When Vashti found the garden empty as last year’s nests she never paused, but turning fled up to the little garret cupola whose windowed sides gave a view for a long distance in every direction, and hardly had she climbed to this eyrie before she saw two figures in Mullein meadow.
That was enough.
Vashti did not wait to study the picture in detail. Gathering her skirts in her hand she sped down the stairs through the garden and down the road like a whirlwind. Her thwarted will shook her whole being as a birch trembles in the breeze. Mabella had dared! When she had smiled upon him! As Vashti ran down the road she promised herself that she would give both Sidney and Mabella a lesson. Mabella would be presuming to Lanty next! So Vashti soliloquised within her angry soul as she climbed the stone fence of Mullein meadow and crept noiselessly towards where she expected to find Mabella and Sidney. She advanced stealthily, paying all heed to caution, and after duly ensconcing herself behind a boulder which she knew commanded a view of the little hollow she looked—and saw.... and controlled herself sufficiently not to scream aloud in rage; but vitriolic anger seethed within her heart, and for the time denied outlet, burned and cankered and tortured the breast which contained it. The first desire of her dominant nature was to fling herself before them in a wild accession of rage, and open upon them the floodgates of speech, but Vashti Lansing was not without a heritage of self-control. Long ago when her ancestress had been on trial for witchery, cruel persuasion had been used to make her speak—in vain. The torment of the modern Vashti was greater and keener, inasmuch as it came from within; alas! we are told, it is that which defileth; every proud drop of blood in Vashti’s veins urged her to mocking speech; beneath the iron curb of her will she was mute, but the victory cost dear. So as Lilith, the snake-wife of Adam, may have lain in the shadows of Paradise watching the happiness of God-given Eve, Vashti Lansing stayed and watched sombrely, ominously, the joy of these two, and cursed them, vowing them evil, and promising the devil within her the glut of a full revenge—revenge for what?
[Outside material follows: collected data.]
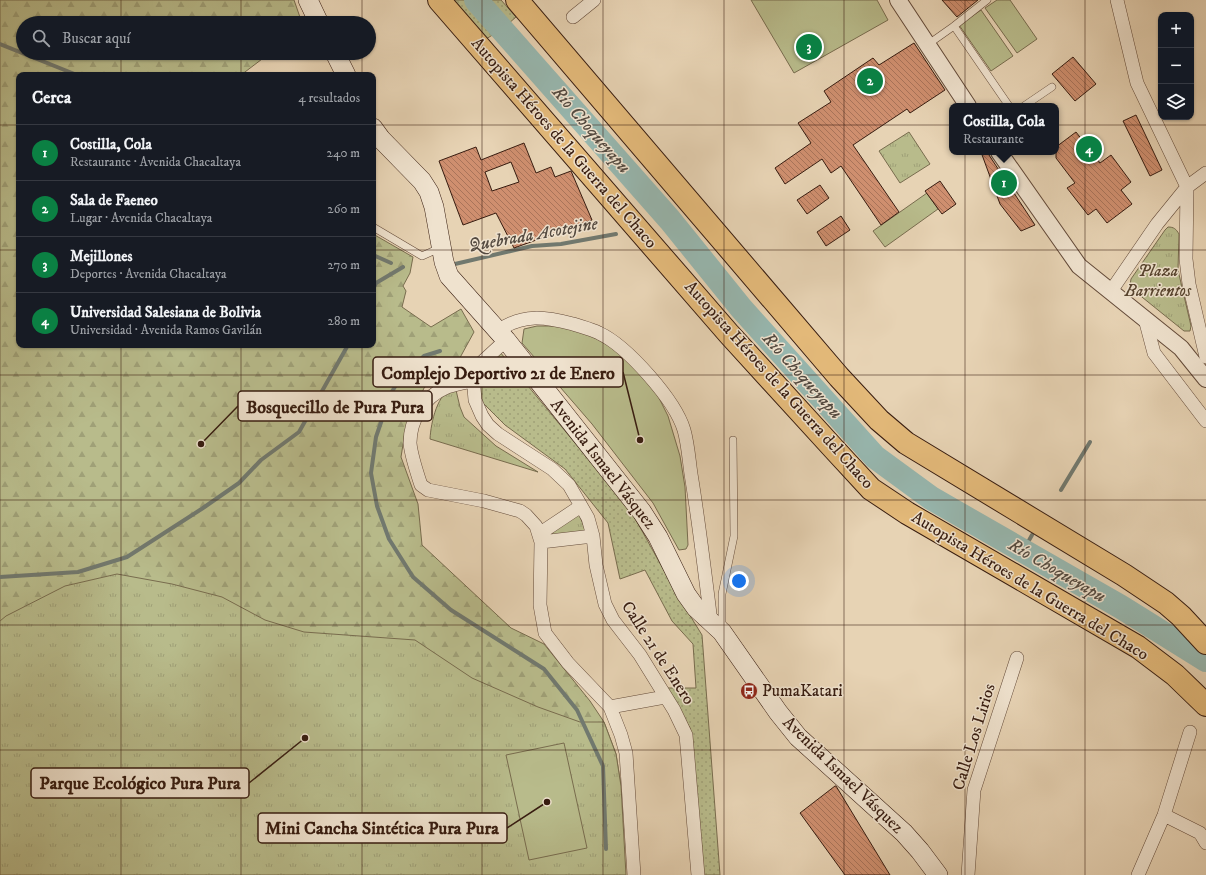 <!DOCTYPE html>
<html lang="es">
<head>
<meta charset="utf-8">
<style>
	body { margin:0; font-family:"IM FELL DW Pica",serif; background:#242831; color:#f1f3f6 }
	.controls { position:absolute; right:12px; top:12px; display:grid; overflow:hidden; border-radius:8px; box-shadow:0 1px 3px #0004 }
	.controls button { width:36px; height:36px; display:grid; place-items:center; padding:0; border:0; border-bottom:1px solid #363941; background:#171b24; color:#f1f3f6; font:20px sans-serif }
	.you { position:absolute; left:739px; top:581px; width:14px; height:14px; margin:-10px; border:3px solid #fff; border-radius:50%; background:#1a73e8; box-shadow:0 0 0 6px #1a73e833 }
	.badge { display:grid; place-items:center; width:26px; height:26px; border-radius:50%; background:#0b8043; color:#fff; font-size:13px; font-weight:700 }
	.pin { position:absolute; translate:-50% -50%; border:2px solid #fff; box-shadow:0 1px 4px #0006 }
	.popup { position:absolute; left:949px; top:103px; width:110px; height:52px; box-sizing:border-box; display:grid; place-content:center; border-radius:8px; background:#171b24; filter:drop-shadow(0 1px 3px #0005); font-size:13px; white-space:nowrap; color:#9ea1a6 }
	.popup b { font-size:15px; color:#f1f3f6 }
	.popup::after { content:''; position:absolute; left:50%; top:100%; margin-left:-8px; border:8px solid transparent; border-top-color:#171b24 }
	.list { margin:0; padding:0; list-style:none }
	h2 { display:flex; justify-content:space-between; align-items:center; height:52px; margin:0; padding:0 16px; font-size:17px }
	h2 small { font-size:13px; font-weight:400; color:#9ea1a6 }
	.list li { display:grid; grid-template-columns:26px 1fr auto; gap:12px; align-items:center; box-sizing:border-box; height:56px; padding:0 16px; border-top:1px solid #363941 }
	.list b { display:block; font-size:15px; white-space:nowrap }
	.list p { margin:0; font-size:13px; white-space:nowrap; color:#9ea1a6 }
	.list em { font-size:13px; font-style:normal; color:#9ea1a6 }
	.icon { flex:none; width:22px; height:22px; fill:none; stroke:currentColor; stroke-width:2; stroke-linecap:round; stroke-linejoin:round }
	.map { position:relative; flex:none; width:1206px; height:875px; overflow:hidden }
	.search { position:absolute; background:#171b24; box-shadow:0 1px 3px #0004; left:16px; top:16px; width:360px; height:44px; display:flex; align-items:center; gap:10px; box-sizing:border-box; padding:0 14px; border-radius:22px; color:#9ea1a6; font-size:15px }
	.panel { position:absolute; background:#171b24; box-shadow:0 1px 3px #0004; left:16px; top:72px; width:360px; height:276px; border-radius:8px }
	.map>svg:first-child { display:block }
</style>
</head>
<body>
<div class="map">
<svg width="1206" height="875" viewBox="0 0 1206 875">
	<defs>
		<pattern id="grass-dots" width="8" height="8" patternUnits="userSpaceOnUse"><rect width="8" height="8" fill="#b8bb8b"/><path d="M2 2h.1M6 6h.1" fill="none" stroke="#9fa077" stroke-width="1.8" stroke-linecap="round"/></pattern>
		<pattern id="forest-firs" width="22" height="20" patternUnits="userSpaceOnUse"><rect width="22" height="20" fill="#b8bb8b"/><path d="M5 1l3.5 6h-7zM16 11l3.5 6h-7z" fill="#9fa077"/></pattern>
		<pattern id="park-tufts" width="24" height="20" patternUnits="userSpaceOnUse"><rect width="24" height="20" fill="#b8bb8b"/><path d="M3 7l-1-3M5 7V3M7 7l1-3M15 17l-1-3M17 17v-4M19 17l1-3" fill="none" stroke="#9fa077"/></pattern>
		<pattern id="building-back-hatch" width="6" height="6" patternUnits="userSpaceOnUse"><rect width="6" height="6" fill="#cf8f6f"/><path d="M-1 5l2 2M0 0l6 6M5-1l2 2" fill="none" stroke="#a9745a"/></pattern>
	</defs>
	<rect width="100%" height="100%" fill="#e7d3b4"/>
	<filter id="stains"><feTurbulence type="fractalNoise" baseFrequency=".005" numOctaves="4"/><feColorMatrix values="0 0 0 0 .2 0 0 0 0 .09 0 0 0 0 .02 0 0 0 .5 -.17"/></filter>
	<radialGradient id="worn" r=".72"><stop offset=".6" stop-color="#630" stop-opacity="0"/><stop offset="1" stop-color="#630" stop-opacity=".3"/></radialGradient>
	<path fill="url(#grass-dots)" stroke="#786c4e" d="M453,0H471L499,31L486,39Z
		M488,0H501L516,17L508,24Z
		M500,352L631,511L678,596L702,635L720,875H704L690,728L666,688H696L693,644L672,621L645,570L620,579L608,523L565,469L505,425L481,401C479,375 482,371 500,352Z"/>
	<path fill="url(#forest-firs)" stroke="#786c4e" d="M0,0H294L302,23H23V53H270L241,75H19V345H373V234L413,257L410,273L403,286L406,291L402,307L431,327L461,309L474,332L456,365L442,372L424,388L405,432L401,457L418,504L422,545L511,628L544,644L590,701L604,722L616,754L621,786L0,875Z"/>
	<path fill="url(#park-tufts)" stroke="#786c4e" d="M909,132L930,164L900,183L879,151Z
		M1168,227C1174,227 1176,229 1179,234L1178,270L1191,326L1190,331H1184L1132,289L1130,285L1131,279L1165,230Z
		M455,386L460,407L464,417L496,446L538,472L430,439C431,422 437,393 455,386Z
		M579,514L586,532L547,536Z
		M117,574L172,584L222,597L265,620L304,632L415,640L472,678L538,707L580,722H604L616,754L621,786L626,875H0V621L6,616L65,586Z"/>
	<path fill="#b8bb8b" stroke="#786c4e" d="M751,0H877L888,20L794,73Z
		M997,0H1010L1037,39L1017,53L985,8Z
		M981,10L1013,56L991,71L959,25Z
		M927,193L938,209L885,247L873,231Z
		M537,326H561L584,332L623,354L656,392L668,416L680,456L685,487L688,545L686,549L679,550L653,503L592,424L522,343L524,329Z
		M564,743L587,848L529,860L506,755Z"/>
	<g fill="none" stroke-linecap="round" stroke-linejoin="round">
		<path stroke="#71796f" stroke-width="4" d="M0,44L77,75
			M373,255L391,263
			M455,264L532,246L561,244L616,234
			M373,289L376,283L403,267
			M440,351L424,356L400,379L391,393L376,437L371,473L377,506L389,539L413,577L451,610L544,669L577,710L603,766L606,849
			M1061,490L1090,442
			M1023,551L1032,535
			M0,577L78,572L127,557L203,508L239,483L261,460L299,432L348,345"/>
		<path stroke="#97b7af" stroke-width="24" d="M476,0L670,220L741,308L875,457L931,498L1121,607L1206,660"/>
	</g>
	<path fill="url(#building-back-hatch)" stroke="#371c10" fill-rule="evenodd" d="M942,0H978L957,17Z
		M914,43L945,90L910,113L907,109L853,145L899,212L881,225L841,166L831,173L822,159L785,184L775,168L811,143L798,123L831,102L824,91L873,58L879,65Z
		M1073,57L1096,84L1075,101L1052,74Z
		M1136,115L1162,170L1150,176L1123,121Z
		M1076,132L1100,163L1111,155L1131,182L1121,190L1132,204L1107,223L1096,209L1088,215L1067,188L1075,183L1056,158V147Z
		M524,143L536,173L551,167L555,177L571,171L592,220L514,248L496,213L463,225L439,161L476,147L481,160ZM511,162L519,182L492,191L485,172Z
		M981,152H987L1035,225L1021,231L1000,204Z
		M940,181L956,204L942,214L925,191Z
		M820,185L829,198L807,214L797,200Z
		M841,216L850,230L826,246L817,232Z
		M835,786H836L890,875H845L800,813Z"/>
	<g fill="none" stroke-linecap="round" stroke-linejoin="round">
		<g stroke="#634a39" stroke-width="8">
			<path id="service" d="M954,26L1009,106
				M927,45L954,26L987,0
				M1024,106L1052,87
				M373,227L422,256L440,248
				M722,628V594L734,536L733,440"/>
		</g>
		<g stroke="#634a39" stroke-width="14">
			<path id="minor" d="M1117,0L1137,83L1187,187L1186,259L1189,284L1206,357
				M573,17L594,0
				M1111,291L1157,224L1187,187L1206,173
				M1145,319L1154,353L1206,421
				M498,331C523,313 546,317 573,324C582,327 591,329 599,333C627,346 675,400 684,430C688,444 689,460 691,474C699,523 705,573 711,622
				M506,340L479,365L476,372L474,388L475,400L482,416L488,425L498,434L552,469L569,485L588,518L593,536L596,565L605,604L613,620L640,655L674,710L686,735L698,875
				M475,380C465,383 454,384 445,388C424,397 410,420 410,443C411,455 417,473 421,485L428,490L484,501L520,511L526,515L536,526L541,542L540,605L545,633L568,663L610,707L621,735L626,753L634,875
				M539,534L581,506
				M541,542L593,536
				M610,707L665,697
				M1164,815L1200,833L1206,843
				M968,875L974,790L1017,658
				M1138,875L1164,815L1190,732"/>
		</g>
		<g stroke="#634a39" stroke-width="18">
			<path id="tertiary" d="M898,0L968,106
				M999,152L1079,266L1181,348L1206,379"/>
		</g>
		<g stroke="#371c10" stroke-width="20">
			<path id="secondary" d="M308,0L319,23
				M335,53L346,75
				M373,128L381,139L422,181L429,192L434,207L444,262L449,276L506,340L642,512L658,537L686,594L696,608L722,632L778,712L798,737L904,833L920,851L938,875"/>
		</g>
		<g stroke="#371c10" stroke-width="24">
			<path id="motorway" d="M439,0L729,334L834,449L871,489L907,513L1138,647L1175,675L1206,705
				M517,0L839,377L879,420L906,443L1124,575L1166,603L1181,616L1206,643"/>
		</g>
		<use href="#service" stroke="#efe2ce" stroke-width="7"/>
		<use href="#minor" stroke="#efe2ce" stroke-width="13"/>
		<use href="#tertiary" stroke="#efe2ce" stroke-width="16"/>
		<use href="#secondary" stroke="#efe2ce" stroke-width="19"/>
		<use href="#motorway" stroke="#e4ba7a" stroke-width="22"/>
	</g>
	<path fill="none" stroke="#371c10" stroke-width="1" stroke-opacity="0.55" d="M121,0V23M241,0V23M362,0V23M482,0V875M603,0V875M724,0V875M844,0V875M965,0V875M1085,0V875M121,53V75M241,53V75M362,53V75M0,125H19M373,125H1206M0,250H19M373,250H1206M121,345V875M241,345V875M362,345V875M0,375H1206M0,500H1206M0,625H1206M0,750H1206"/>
	<defs>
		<g id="bus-disc" transform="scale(0.9)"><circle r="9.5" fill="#8f2418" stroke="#efe2ce"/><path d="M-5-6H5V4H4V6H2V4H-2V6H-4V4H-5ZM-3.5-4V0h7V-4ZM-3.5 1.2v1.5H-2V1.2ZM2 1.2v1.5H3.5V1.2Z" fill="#fff"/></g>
	</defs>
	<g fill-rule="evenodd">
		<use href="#bus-disc" x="749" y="691"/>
	</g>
	<g text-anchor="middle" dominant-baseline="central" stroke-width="3" stroke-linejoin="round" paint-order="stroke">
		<g font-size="17" fill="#371c10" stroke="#efe2ce">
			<text transform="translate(564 143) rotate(49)">Autopista Héroes de la Guerra del Chaco</text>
			<text transform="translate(779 385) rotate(48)">Autopista Héroes de la Guerra del Chaco</text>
			<text transform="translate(603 464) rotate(52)">Avenida Ismael Vásquez</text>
			<text transform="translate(1030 586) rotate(31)">Autopista Héroes de la Guerra del Chaco</text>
			<text transform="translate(658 653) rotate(57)">Calle 21 de Enero</text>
			<text transform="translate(974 737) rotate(-73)">Calle Los Lirios</text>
			<text transform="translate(843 775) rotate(44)">Avenida Ismael Vásquez</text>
		</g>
		<g font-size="17" font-style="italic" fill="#57442f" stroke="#efe2ce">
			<text x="1158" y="271">Plaza<tspan x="1158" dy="20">Barrientos</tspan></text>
		</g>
		<g font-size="17" fill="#371c10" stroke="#efe2ce" text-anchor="start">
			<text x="762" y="691">PumaKatari</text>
		</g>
		<g font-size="18" font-style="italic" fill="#544a40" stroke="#efe2ce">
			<text transform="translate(591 130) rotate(49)">Río Choqueyapu</text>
			<text transform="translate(533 235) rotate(-10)">Quebrada Acotejine</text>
			<text transform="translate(802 376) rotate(48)">Río Choqueyapu</text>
			<text transform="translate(1057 571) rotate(30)">Río Choqueyapu</text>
		</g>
	</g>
	<path fill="none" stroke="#371c10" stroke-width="1.5" d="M640 440L623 372M201 444L238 406M305 738L249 783M547 802L507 828"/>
	<g fill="#371c10" stroke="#efe2ce" stroke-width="1.5">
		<circle cx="640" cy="440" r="4"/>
		<circle cx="201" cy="444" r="4"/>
		<circle cx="305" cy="738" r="4"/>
		<circle cx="547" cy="802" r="4"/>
	</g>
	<g fill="#efe2ce" stroke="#371c10" stroke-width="1.5">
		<rect x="373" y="357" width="250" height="30" rx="4"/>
		<rect x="238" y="391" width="194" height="30" rx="4"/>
		<rect x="31" y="768" width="218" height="30" rx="4"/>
		<rect x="258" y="813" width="249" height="30" rx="4"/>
	</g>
	<g font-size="18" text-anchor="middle" font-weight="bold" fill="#371c10">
		<text x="498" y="379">Complejo Deportivo 21 de Enero</text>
		<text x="335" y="413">Bosquecillo de Pura Pura</text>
		<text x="140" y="789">Parque Ecológico Pura Pura</text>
		<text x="382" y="834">Mini Cancha Sintética Pura Pura</text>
	</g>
	<rect width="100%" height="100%" filter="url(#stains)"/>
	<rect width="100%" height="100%" fill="url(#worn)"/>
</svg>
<div class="controls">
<button>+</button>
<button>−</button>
<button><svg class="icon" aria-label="layers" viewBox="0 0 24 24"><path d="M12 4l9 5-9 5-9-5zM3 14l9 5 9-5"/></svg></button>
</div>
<div class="you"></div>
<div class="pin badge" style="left:1004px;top:183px">1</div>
<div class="popup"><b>Costilla, Cola</b>Restaurante</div>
<div class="pin badge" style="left:870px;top:81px">2</div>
<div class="pin badge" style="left:809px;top:47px">3</div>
<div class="pin badge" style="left:1089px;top:149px">4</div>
<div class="search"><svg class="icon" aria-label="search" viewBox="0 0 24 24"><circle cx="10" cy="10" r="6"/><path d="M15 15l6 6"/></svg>Buscar aquí</div>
<section class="panel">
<h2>Cerca<small>4 resultados</small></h2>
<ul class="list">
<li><span class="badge">1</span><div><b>Costilla, Cola</b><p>Restaurante · Avenida Chacaltaya</p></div><em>240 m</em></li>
<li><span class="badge">2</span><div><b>Sala de Faeneo</b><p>Lugar · Avenida Chacaltaya</p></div><em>260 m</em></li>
<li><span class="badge">3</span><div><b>Mejillones</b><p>Deportes · Avenida Chacaltaya</p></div><em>270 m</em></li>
<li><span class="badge">4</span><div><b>Universidad Salesiana de Bolivia</b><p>Universidad · Avenida Ramos Gavilán</p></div><em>280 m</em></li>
</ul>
</section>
</div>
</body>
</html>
Lanty had never given her cause to think he loved her, and Mabella had only veiled her love with shyness, not hidden it with guile—but—Vashti Lansing was supremely illogical. They had transgressed the unwritten statutes of her will. Did not that suffice to make them sinners above all others?—besides, like the poison which festers in the already wide wound, she realized in those moments of supreme mental activity that she loved Lanty, as women such as she love men, tigerishly, selfishly—Ah! they should suffer even as she suffered! She dropped her face in her hands, enduring the mortal agony of her baulked will, her misplaced, evil love, her bruised self-confidence, and shattering rage. And when she raised her head once more the scene had grown dark, the grassy stage whereon two mortals had lately mimed it in the guise of gods was empty, and she was alone.
She rose slowly to her feet wringing her hands in mute wrath. She looked around at the dreary field wherein she had endured such agony. Oh, that some yet more bitter blight than barrenness might fall upon it—some pest of noxious plants, some plague of poisonous serpents; oh, that she knew a curse potent enough to blast the grass upon which they had stood! But nature sanctifies herself; our curses are useless against her righteousness and rattle back upon our own heads like peas cast against a breast-plate of steel.
She entered the house calmly as was her wont. Within her heart was a Hades of rage; upon her brow the glamoured eyes of Sidney Martin saw the spectral gleam of the star of promise.
CHAPTER V.
Sally, the small bondmaiden of Mrs. Didymus, stood at the garden gate of the parsonage.
No smoke curled up from the parsonage chimney, for the kitchen fire was out, Sally being much too occupied with other affairs to attend to her work that day. Work, in Sally’s estimation, was the one superfluous thing in the world, and that she should be harassed with sweeping, and tormented with dish-washing, seemed to her an extraordinary and unjust dispensation. Sally had passed the first twelve years of her life in the slums, and her unregenerate soul yearned to return to the delights of dirt and idleness.